R.H. Macy was so impressed, he hired Sarg to decorate his Herald Square store windows with holiday scenes using mechanized marionettes.

This collaboration would eventually lead to a New York Ctiy staple — the giant floating balloons of Macy’s Thanksgiving Day parade.

In the new children’s book “Balloons Over Broadway,” writer and illustrator Melissa Sweet tells the story of the “father of American puppetry” and creator of the Macy’s iconic balloons.

The idea of the parade was inspired in 1924 by the mostly immigrant staff that worked at the department store. Homesick during the winter holidays, R.H. Macy decided a parade would lift his employees’ spirits and they could show off their own traditional music and dance.

Sarg was hired to build horse-drawn floats. He sculpted giant cartoonish papier-mâché heads for people to wear. A circus caravan of wild beasts from the Central Park Zoo were also part of the procession, but the animals frightened the kids and R.H. Macy had to figure out how to replace them.

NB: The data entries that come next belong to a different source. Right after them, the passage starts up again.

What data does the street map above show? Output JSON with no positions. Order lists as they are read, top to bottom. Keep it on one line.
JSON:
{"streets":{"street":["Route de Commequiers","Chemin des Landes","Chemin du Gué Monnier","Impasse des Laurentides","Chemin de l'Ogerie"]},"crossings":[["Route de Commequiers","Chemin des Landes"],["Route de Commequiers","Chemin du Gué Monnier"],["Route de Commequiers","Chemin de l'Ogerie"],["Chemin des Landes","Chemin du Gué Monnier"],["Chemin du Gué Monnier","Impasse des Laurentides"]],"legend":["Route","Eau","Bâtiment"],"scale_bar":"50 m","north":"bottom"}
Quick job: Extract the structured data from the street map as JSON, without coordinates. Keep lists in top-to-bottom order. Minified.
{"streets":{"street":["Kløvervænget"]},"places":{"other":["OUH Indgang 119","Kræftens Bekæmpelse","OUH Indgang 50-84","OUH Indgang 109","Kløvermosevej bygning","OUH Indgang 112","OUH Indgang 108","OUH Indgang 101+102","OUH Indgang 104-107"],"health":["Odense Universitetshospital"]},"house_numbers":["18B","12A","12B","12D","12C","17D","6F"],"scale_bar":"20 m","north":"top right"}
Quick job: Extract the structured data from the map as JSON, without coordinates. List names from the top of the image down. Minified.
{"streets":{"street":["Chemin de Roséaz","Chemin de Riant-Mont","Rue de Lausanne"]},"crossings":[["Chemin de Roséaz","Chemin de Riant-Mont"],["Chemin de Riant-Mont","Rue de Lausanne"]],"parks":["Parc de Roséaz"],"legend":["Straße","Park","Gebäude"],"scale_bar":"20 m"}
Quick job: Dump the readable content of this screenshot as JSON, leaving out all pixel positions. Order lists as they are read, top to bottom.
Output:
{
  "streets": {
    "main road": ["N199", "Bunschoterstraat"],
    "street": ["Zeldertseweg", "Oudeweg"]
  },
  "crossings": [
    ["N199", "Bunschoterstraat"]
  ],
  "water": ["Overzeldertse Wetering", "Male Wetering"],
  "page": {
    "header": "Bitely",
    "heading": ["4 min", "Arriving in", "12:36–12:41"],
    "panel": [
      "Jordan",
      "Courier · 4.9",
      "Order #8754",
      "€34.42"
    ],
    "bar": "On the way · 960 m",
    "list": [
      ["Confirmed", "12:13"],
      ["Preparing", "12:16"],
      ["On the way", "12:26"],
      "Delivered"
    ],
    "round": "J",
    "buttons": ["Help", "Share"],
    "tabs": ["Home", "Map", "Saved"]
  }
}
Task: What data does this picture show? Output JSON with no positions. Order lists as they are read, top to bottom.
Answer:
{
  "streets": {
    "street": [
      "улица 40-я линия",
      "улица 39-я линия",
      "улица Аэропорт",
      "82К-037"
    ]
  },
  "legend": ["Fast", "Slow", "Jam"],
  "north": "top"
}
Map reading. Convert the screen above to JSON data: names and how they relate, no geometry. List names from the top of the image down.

He called Sarg to come up with a better idea.

Sarg’s blueprint was part-puppet, part-balloon made of rubber that could stand up to wind conditions. The inflated balloons would be held up on sticks and controlled by ground crews on the parade route from Harlem to Broadway, ending up in Herald Square.

He called the Goodyear rubber company in Ohio to make the 18-foot-high air balloons that he would attach together and paint. The first air balloons were Felix the Cat, a dog, a hummingbird and probably a tiger, Sweet says.

The crowds went wild. They had never seen anything like it before. Sarg realized he had to make the balloons bigger and be able to move, gesticulate and especially be easier to see by the growing yearly swells of delighted onlookers.

In 1928, he had Goodyear design the next generation of balloons, this time out of rubberized silk, stronger and lighter than rubber. Most importantly they would be filled with helium, so the balloons could rise and wobble in the air on ropes pulled by crews below — they even flew higher than they do now, Sweet says.

In the 1930s, Sarg collaborated with Walt Disney and soon the cartoon character of Mickey Mouse and others comic-book characters were added to the balloon cortege.

But Sarg “had one more trick up his sleeve,” says Sweet. He released the balloons into the air after the parade.

“He thought it would be great if each one of the balloons had a waterproof envelope adhered to it. In that envelope was a $100 reward if the balloon was returned to Macy’s,” she says. “The first year they didn’t realize that helium expands under pressure [as they rise] and they just burst.”

The next year Sarg had Goodyear affix a slow-release valve so when the balloon floated away it would stay in the air for a week and could travel as far as 100 miles.

“But this was the Depression and people shot at them, fought over them,” Sweet says.

“The worst was in 1932, when a novice female pilot and her instructor hit a balloon and it wrapped around the wing of their biplane and it began to dive bomb. The instructor took over the controls and managed to start the engine again 75 feet above the rooftops of Queens.”

That was “more exciting than it should be, and they stopped it,” she says.

But Sarg’s legacy lived on, and the balloons will again fly this Thursday. “He really was a character,” Sweet says.